Seven months ago, when my mom called me on the phone, I didn't want to talk to her. I had already been no contact with her for four months. It would be a huge setback for me to speak with her.
However, when she started leaving a message on my answering machine, I picked up the telephone. We chatted briefly about her health. She mentioned that she was hospitalized and then went to a rehab to recover. She told me that my sisters refused to notify me about this. I wasn't the least bit surprised.

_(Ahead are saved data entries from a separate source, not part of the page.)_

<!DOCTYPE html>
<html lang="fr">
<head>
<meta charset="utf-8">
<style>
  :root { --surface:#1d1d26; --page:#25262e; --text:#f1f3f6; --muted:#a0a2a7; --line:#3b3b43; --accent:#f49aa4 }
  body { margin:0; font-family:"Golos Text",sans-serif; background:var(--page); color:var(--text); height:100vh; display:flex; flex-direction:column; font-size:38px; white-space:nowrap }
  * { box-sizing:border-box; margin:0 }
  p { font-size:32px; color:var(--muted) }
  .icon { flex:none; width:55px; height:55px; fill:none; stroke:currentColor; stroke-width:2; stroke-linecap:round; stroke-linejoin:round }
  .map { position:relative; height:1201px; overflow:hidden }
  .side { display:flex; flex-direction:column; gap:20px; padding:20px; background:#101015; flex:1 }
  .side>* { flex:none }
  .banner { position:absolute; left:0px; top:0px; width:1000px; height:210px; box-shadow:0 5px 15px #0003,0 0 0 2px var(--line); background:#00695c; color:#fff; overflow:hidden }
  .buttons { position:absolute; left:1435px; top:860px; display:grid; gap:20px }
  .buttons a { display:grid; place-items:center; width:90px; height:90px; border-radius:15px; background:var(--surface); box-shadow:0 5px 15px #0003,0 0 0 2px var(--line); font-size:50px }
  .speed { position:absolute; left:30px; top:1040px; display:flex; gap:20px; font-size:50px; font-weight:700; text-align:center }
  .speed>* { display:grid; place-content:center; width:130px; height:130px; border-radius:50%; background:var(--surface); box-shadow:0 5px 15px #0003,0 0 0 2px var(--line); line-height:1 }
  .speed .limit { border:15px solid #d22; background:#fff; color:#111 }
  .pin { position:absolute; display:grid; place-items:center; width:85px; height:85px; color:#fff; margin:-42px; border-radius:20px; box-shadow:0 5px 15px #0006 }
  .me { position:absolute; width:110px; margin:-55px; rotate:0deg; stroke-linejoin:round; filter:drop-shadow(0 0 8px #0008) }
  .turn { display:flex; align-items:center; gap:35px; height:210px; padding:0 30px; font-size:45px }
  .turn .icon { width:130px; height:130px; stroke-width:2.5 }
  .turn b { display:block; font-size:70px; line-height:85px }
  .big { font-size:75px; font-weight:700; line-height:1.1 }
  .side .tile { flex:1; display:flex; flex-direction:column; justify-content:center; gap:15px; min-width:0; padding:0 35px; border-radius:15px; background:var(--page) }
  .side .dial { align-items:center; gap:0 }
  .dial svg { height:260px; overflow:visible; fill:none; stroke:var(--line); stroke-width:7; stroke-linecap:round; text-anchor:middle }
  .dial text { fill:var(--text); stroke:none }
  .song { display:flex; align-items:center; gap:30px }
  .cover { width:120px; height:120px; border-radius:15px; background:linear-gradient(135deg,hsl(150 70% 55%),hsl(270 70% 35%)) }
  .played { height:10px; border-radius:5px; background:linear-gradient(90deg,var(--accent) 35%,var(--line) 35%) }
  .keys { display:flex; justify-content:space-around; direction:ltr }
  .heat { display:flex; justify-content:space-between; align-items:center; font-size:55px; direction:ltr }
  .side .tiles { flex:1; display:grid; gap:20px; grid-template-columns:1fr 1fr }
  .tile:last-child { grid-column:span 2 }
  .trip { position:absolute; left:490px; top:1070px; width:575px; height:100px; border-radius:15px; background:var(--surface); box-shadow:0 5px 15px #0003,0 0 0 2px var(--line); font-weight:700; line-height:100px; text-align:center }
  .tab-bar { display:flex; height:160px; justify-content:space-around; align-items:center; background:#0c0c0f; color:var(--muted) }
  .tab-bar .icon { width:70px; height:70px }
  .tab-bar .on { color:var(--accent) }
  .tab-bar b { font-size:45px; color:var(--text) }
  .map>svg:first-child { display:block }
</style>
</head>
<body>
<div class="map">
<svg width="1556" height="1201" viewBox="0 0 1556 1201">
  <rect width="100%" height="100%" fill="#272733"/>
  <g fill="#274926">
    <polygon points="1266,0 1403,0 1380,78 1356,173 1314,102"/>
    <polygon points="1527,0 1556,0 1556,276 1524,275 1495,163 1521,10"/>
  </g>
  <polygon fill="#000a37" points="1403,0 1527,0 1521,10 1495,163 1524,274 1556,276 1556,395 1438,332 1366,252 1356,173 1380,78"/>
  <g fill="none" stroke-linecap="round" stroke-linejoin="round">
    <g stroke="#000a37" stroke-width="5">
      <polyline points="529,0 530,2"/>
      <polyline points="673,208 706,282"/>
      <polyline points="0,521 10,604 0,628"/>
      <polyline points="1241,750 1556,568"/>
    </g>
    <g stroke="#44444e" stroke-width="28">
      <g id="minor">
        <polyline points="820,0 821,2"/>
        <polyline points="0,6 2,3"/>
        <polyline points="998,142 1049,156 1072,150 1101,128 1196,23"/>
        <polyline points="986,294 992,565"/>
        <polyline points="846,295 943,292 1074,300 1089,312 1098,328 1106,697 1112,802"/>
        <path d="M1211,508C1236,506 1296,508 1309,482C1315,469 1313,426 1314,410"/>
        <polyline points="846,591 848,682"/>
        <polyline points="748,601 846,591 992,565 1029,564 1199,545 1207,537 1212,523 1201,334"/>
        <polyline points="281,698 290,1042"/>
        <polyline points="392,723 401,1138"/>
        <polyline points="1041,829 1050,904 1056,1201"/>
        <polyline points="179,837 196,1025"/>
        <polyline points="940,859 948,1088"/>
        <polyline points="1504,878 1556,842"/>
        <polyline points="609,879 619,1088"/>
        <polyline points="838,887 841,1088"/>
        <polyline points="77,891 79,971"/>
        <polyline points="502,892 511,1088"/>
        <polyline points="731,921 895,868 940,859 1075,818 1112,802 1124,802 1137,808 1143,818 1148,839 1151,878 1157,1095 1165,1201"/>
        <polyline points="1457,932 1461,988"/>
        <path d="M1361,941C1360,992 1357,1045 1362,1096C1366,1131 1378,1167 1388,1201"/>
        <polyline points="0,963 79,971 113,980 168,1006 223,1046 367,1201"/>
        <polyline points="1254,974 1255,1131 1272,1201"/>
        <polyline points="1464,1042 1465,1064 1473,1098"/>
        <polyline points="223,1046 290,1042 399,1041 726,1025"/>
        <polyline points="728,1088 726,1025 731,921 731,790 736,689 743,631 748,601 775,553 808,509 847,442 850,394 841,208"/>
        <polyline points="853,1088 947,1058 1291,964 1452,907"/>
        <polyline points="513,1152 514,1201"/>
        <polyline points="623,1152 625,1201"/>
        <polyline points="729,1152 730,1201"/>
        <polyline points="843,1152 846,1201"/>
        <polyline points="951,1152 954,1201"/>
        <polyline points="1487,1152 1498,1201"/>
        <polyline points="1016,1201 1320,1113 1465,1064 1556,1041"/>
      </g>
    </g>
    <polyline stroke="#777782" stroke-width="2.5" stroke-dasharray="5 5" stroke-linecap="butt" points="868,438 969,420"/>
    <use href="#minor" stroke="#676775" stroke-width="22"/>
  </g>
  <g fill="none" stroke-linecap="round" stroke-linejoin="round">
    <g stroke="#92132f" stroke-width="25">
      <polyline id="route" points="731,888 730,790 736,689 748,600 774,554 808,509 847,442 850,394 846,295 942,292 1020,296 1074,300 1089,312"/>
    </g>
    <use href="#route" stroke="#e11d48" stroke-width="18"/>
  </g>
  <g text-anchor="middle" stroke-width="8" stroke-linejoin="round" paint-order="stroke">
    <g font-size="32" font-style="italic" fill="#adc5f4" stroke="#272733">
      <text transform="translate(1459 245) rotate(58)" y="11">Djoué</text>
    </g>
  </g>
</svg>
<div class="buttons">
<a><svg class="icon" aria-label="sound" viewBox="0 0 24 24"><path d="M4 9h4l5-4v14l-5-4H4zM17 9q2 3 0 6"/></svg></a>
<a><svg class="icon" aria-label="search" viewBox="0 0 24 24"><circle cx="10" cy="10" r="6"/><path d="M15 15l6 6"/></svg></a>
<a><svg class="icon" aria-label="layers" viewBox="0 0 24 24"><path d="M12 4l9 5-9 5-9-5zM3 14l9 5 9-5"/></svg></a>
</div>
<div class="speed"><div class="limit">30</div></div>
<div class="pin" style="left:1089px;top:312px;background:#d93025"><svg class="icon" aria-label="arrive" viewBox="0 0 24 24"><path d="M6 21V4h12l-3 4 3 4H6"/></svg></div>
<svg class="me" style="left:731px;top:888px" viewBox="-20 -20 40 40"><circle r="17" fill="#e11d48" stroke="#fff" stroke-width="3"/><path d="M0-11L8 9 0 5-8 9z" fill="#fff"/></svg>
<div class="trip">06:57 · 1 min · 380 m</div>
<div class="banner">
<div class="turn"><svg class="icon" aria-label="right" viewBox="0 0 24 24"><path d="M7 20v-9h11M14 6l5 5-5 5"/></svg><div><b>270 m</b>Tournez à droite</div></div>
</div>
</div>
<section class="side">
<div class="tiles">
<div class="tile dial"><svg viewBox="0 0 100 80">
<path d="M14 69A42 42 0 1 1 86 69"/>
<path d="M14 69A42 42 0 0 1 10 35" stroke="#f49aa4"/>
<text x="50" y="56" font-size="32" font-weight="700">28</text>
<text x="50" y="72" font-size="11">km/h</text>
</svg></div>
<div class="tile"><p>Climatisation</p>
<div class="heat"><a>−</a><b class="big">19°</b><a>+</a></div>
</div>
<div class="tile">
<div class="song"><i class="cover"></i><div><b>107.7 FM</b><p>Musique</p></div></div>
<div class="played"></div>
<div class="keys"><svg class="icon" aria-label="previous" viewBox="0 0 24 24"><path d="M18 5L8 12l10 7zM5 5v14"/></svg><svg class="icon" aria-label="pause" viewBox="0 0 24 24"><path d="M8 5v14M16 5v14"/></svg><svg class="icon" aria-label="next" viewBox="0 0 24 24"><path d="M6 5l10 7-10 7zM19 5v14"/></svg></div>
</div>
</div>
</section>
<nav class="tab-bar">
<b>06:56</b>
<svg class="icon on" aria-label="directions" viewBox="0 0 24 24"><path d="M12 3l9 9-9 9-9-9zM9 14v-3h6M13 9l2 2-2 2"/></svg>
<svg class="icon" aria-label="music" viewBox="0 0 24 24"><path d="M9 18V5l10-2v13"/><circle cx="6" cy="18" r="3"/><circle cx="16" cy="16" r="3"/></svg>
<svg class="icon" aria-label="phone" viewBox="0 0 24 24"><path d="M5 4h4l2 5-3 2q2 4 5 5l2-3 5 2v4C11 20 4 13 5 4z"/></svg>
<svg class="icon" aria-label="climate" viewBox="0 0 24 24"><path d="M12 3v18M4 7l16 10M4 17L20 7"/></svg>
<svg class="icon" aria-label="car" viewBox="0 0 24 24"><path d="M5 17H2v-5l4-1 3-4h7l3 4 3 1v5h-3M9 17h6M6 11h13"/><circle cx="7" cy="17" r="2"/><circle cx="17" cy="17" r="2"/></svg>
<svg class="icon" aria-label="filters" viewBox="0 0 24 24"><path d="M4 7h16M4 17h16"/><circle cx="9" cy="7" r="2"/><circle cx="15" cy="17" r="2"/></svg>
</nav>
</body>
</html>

During my conversation with my mom, it could have been a time of restoration. A time to make peace. She could have said she was sorry for hurting me. She could have realized that the clock is ticking and her life is hanging by a thread.
That's not how things played out. Instead of my mother choosing peace, she chose hate. Rather than have humility, she chose pride. Instead of apologies, she chose to blame me. To betray me.
I cannot change my mother. I can't fix whatever is wrong with her. I have no doubt in my mind that she's not a healthy, nor stable woman. I question if her cancer is actually the manifestation of how toxic she is inside. That her bitterness and self-loathing has poisoned her from the inside out.
As I continue my healing journey from child neglect, abuse, trauma, and Complex PTSD, I have come to terms with the betrayal by my mom. I have no regrets for cutting ties with her. Ultimately, remaining in a toxic relationship with her is unhealthy.
The kindest act of love that we, survivors, can give ourselves is to walk away from those who hurt us. Along the recovery path is wisdom. We learn from our past.
We gain insight. We are truth seekers. We learn what is healthy versus toxic in relationships. We offer ourselves respect and we create boundaries.
Today, if you were betrayed by your mother or someone else, I pray for you to find peace within your soul. To know that it's not your fault. We can only take responsibility for our own lives, words, and actions. I wish you the best on your healing journey.